Welcome to the perverse and hilarious mind of Sara Barron. In The Harm in Asking, she boldly addresses the bizarre indignities of everyday life: from invisible pets to mobster roommates, from a hatred of mayonnaise to an unrequited love of k.d. lang, from the ruinous side effect of broccoli to the sheer delight of a male catalogue model. In a voice that is incisive and entirely her own, Barron proves herself the master of the awkward, and she achieves something wonderful and rare: a book that makes you laugh out loud. Simply put: if you read it, you will never be the same.*
*That's not true. You'll probably stay the same. But you'll have laughed a lot. And you'll have learned a fun fact about Jessica Simpson's home spray. See? You didn't even know she had a home spray! The learning has already begun.

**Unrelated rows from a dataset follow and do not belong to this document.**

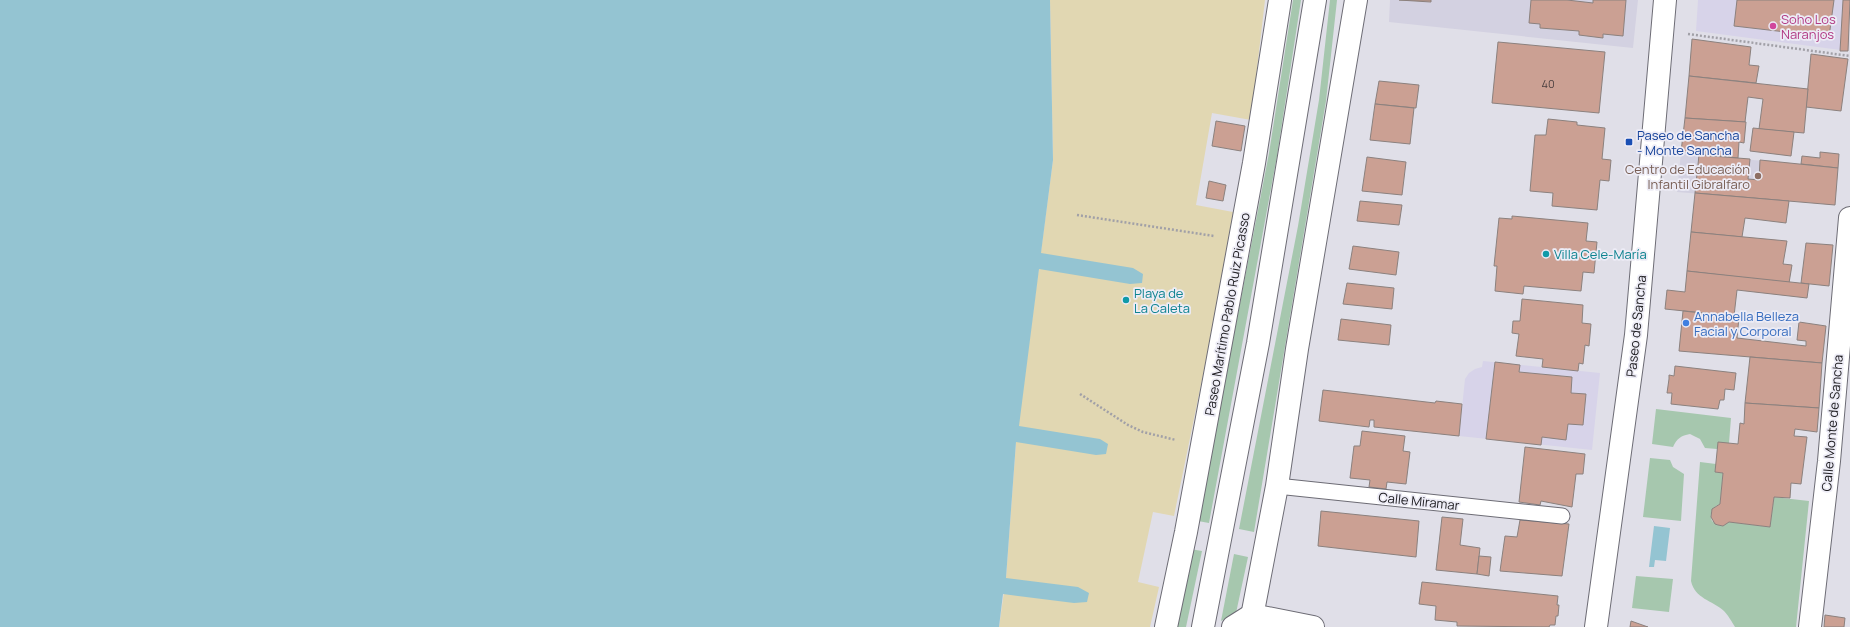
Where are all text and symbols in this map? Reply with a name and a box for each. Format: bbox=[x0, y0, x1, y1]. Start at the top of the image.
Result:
place label: Soho Los Naranjos bbox=[1781, 10, 1836, 43]
marker: Soho Los Naranjos bbox=[1768, 21, 1778, 31]
house number: 40 bbox=[1541, 76, 1555, 91]
place label: Paseo de Sancha - Monte Sancha bbox=[1637, 126, 1739, 159]
marker: Paseo de Sancha - Monte Sancha bbox=[1624, 137, 1634, 147]
place label: Centro de Educación Infantil Gibralfaro bbox=[1625, 160, 1750, 193]
marker: Centro de Educación Infantil Gibralfaro bbox=[1753, 171, 1763, 181]
street label: Paseo Marítimo Pablo Ruiz Picasso bbox=[1200, 211, 1254, 417]
place label: Villa Cele-María bbox=[1554, 245, 1647, 263]
marker: Villa Cele-María bbox=[1541, 249, 1551, 259]
street label: Paseo de Sancha bbox=[1622, 274, 1650, 378]
place label: Playa de La Caleta bbox=[1134, 284, 1190, 317]
marker: Playa de La Caleta bbox=[1121, 295, 1131, 305]
place label: Annabella Belleza Facial y Corporal bbox=[1694, 307, 1799, 340]
marker: Annabella Belleza Facial y Corporal bbox=[1681, 318, 1691, 328]
street label: Calle Monte de Sancha bbox=[1817, 354, 1847, 492]
street label: Calle Miramar bbox=[1378, 488, 1461, 514]

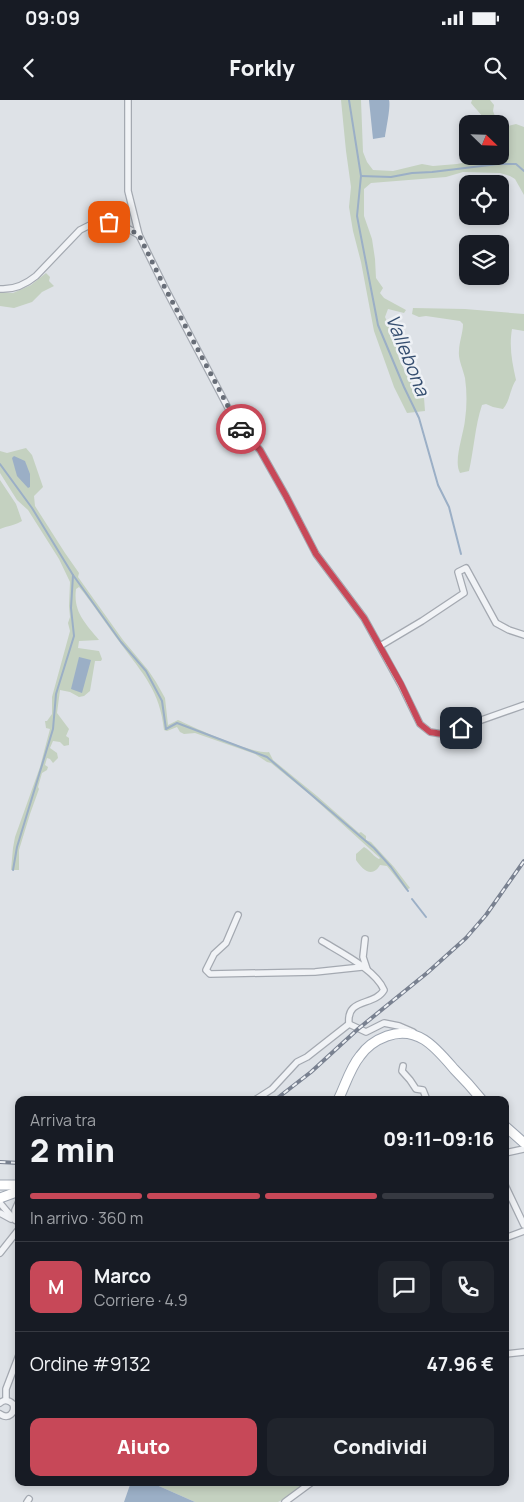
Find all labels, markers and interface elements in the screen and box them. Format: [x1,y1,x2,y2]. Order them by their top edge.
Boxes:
text: 09:09 [25,5,80,31]
text: Forkly [229,53,295,83]
icon: back [15,54,43,82]
icon: search [481,54,509,82]
north arrow [459,115,509,165]
map controls [459,115,509,285]
button: locate [459,175,509,225]
pin [88,201,130,243]
icon: bag [95,208,123,236]
button: layers [459,235,509,285]
water label: Vallebona [380,311,437,401]
courier [216,404,266,454]
icon: car [227,415,255,443]
pin [440,707,482,749]
icon: home [447,714,475,742]
text: Arriva tra [30,1109,96,1131]
text: 09:11–09:16 [383,1126,494,1152]
text: 2 min [30,1128,115,1172]
text: In arrivo · 360 m [30,1207,143,1229]
button: chat [378,1261,430,1313]
button: phone [442,1261,494,1313]
text: Marco [94,1263,151,1289]
text: M [48,1274,64,1300]
text: Corriere · 4.9 [94,1289,188,1311]
text: Ordine #9132 [30,1351,150,1377]
text: 47.96 € [426,1351,494,1377]
button: Aiuto [30,1418,257,1476]
button: Condividi [267,1418,494,1476]

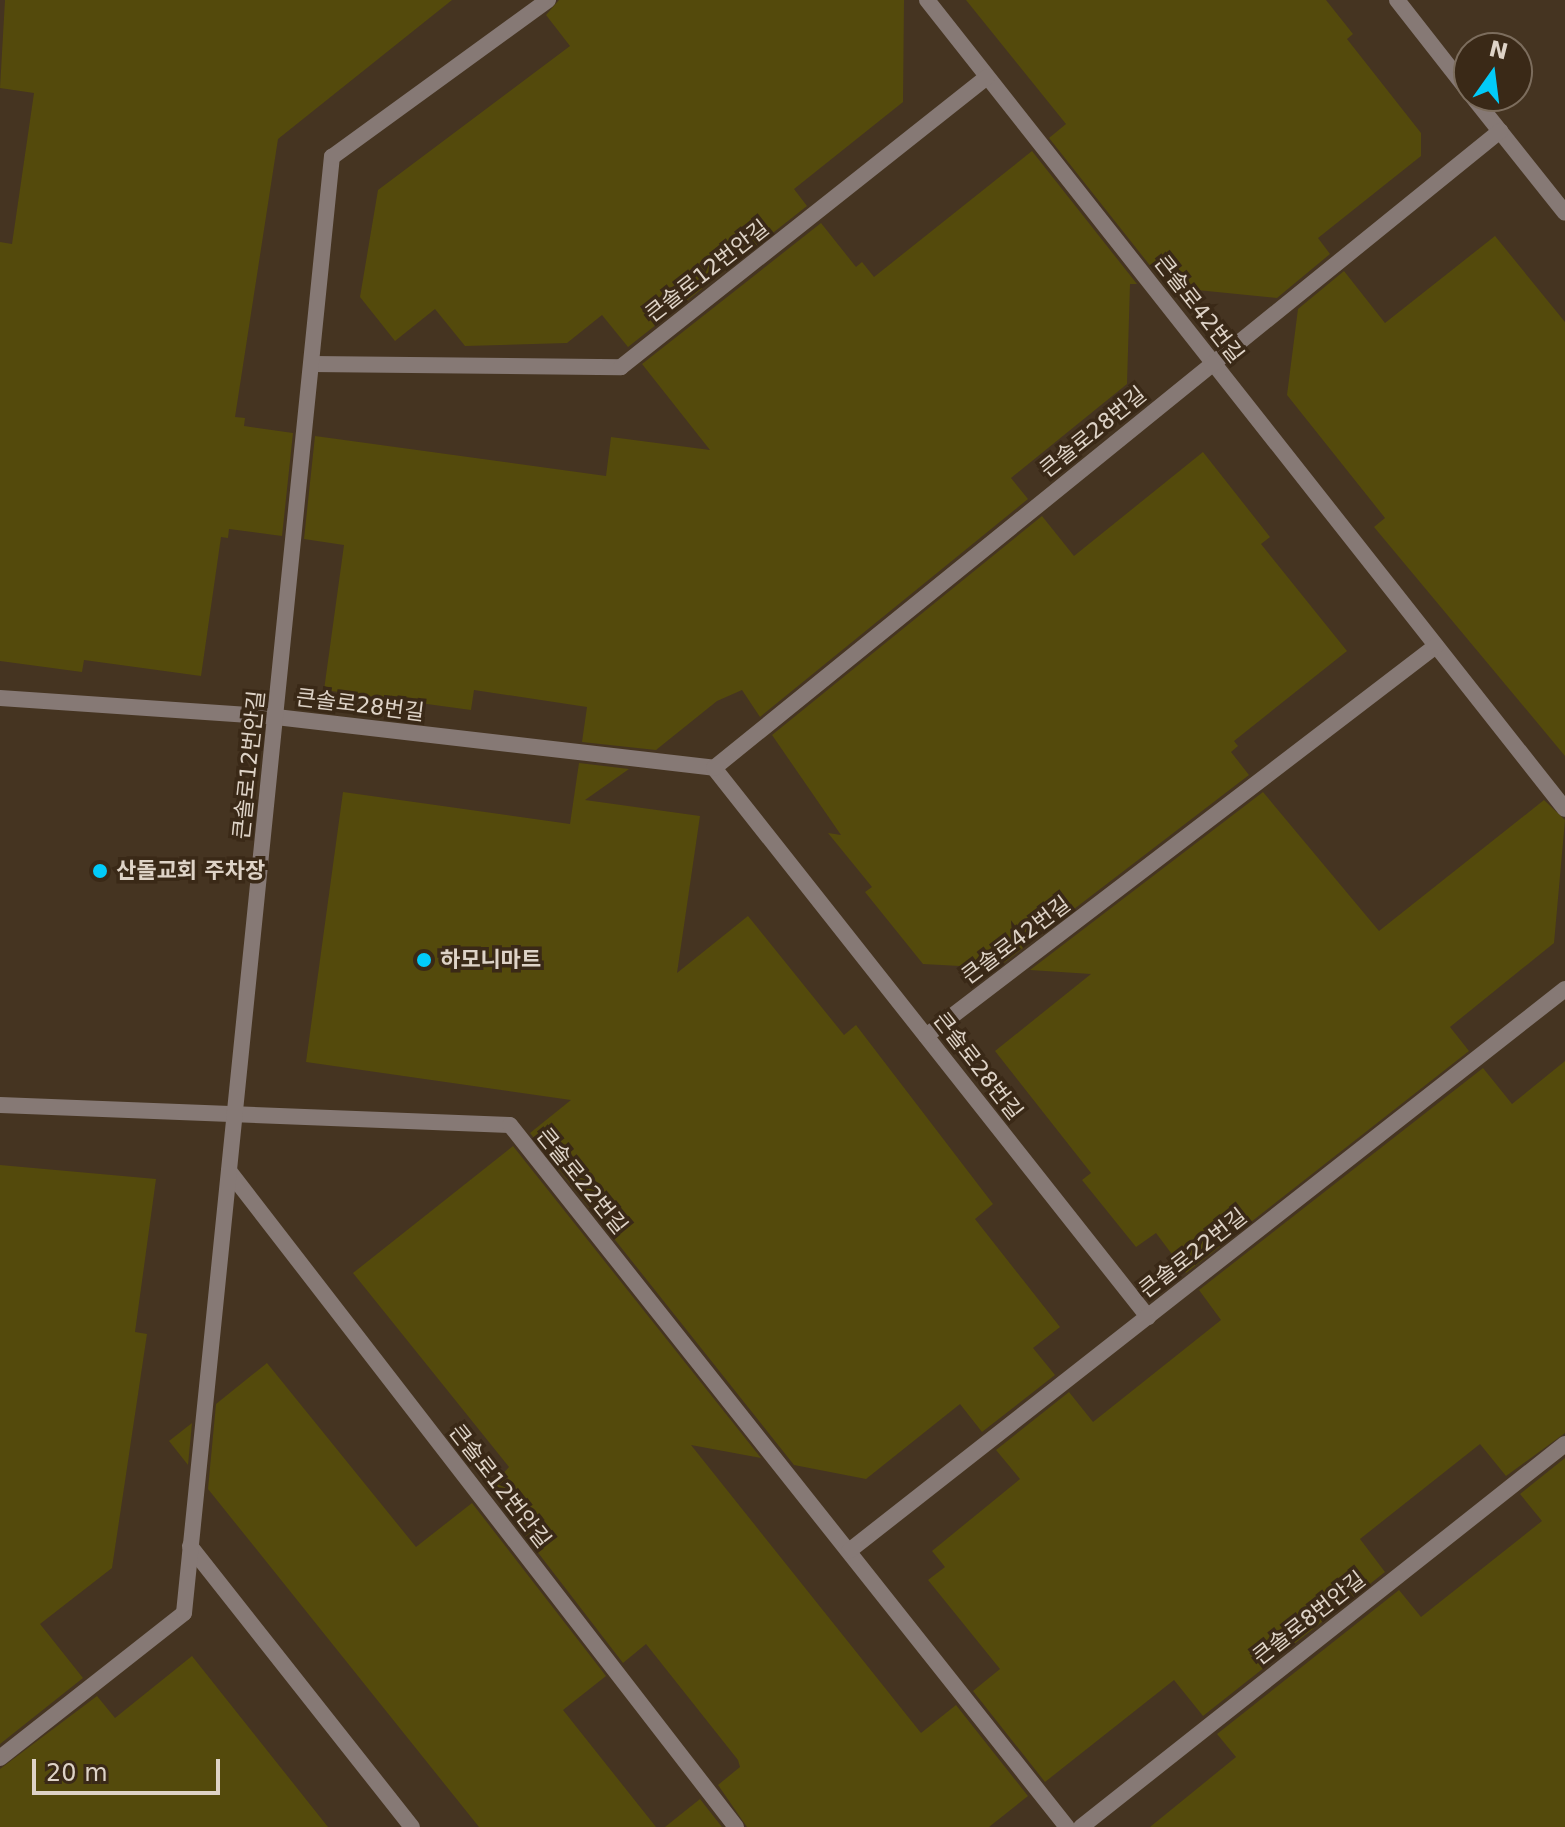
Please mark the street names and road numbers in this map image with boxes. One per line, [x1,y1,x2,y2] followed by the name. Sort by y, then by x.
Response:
[640,215,774,327] street label: 큰솔로12번안길
[1149,250,1249,368] street label: 큰솔로42번길
[1034,381,1152,483] street label: 큰솔로28번길
[294,684,426,726] street label: 큰솔로28번길
[228,689,270,841] street label: 큰솔로12번안길
[956,891,1076,989] street label: 큰솔로42번길
[928,1007,1028,1125] street label: 큰솔로28번길
[531,1122,633,1240] street label: 큰솔로22번길
[1134,1203,1252,1303] street label: 큰솔로22번길
[444,1419,556,1553] street label: 큰솔로12번안길
[1248,1566,1370,1670] street label: 큰솔로8번안길

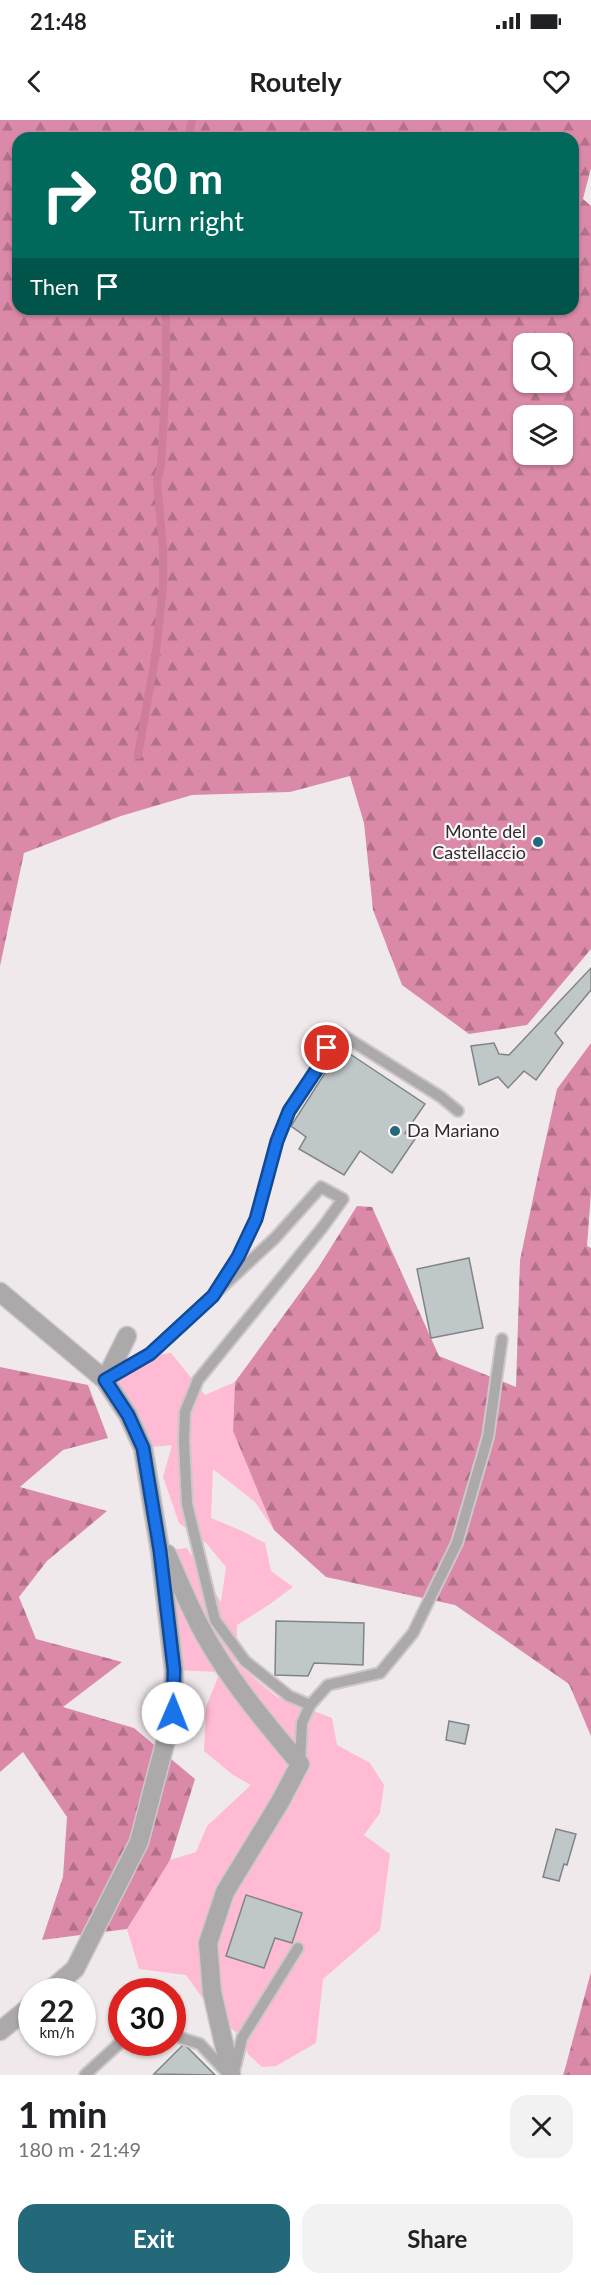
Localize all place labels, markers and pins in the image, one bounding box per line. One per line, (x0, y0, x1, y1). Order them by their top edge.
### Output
place label: Monte del Castellaccio (432, 820, 526, 863)
marker: Monte del Castellaccio (531, 835, 545, 849)
pin (301, 1022, 352, 1073)
place label: Da Mariano (407, 1119, 499, 1141)
marker: Da Mariano (388, 1124, 402, 1138)

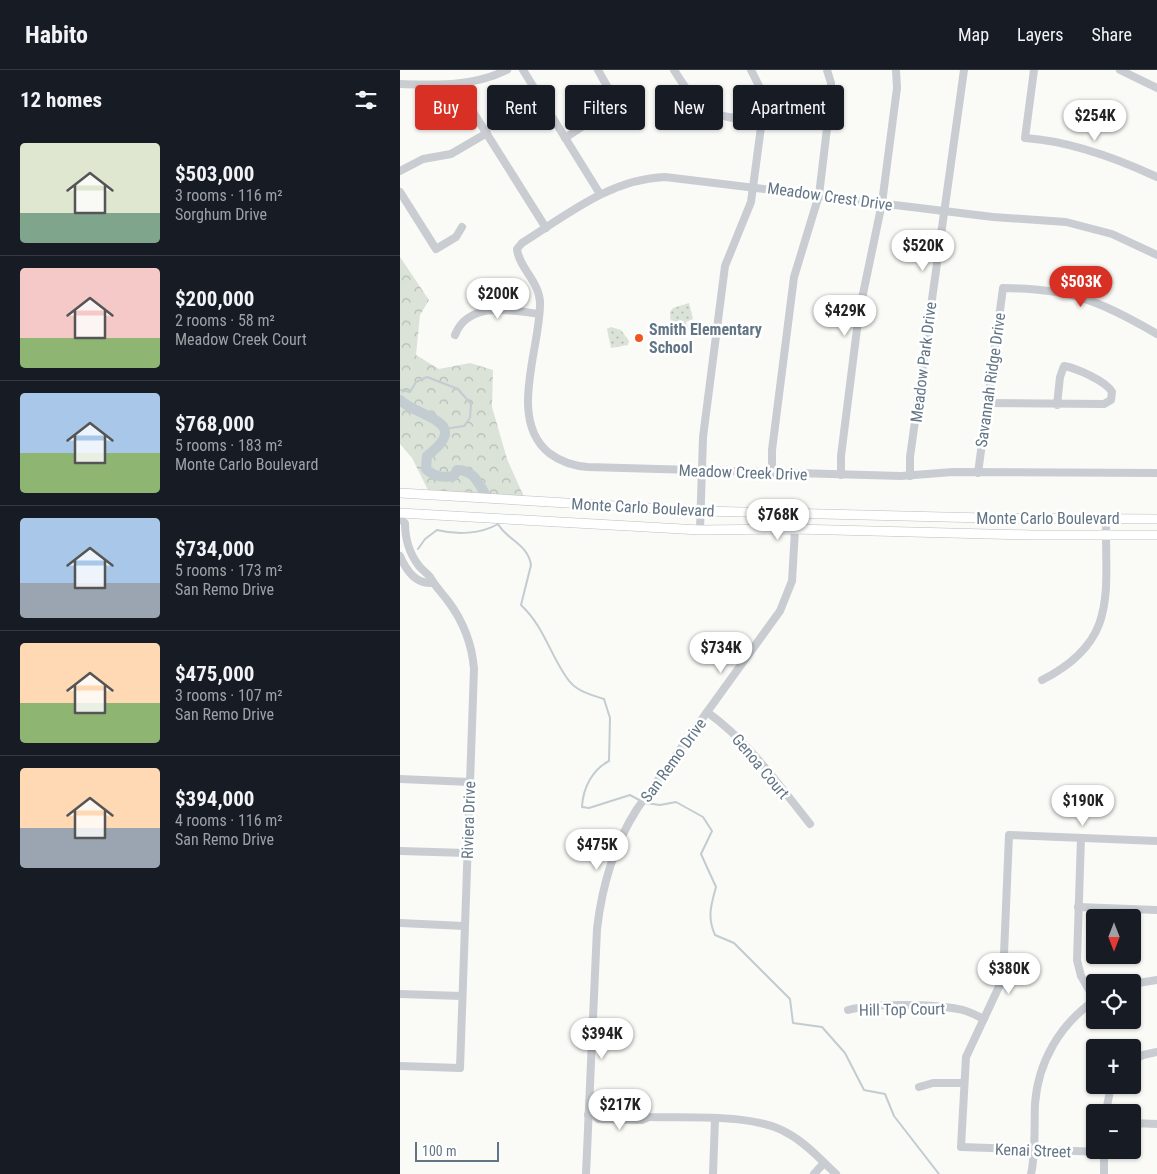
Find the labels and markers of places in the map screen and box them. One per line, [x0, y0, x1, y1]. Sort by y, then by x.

Comedian Barron (People Are Unappealing) plies her trade in this collection of personal essays, arranged in a loose chronology of her life. In the first essay, "Scrub Toilet Super-Super," Barron recounts the idiosyncratic routine she developed at age ten of locking herself in the bathroom, having a snack on the toilet while talking to her imaginary friends. Another essay describes a summer abroad in France, where Barron pursues a belief that "lesbians were but magical confections that brought joy to all the land" by masturbating to Tilda Swinton. Next comes her New York years, where seemingly every bizarre roommate/unfortunate sex scenario that could possibly happen to a young, plucky, and penniless woman alone in the big city, occurs. The spectrum of life experiences on display is impressive, there are plenty of laugh-out-loud moments though out the collection. Fans of the Chelsea Handler/Tina Fey awkward-and-unashamed sense of humor will find a kindred spirit.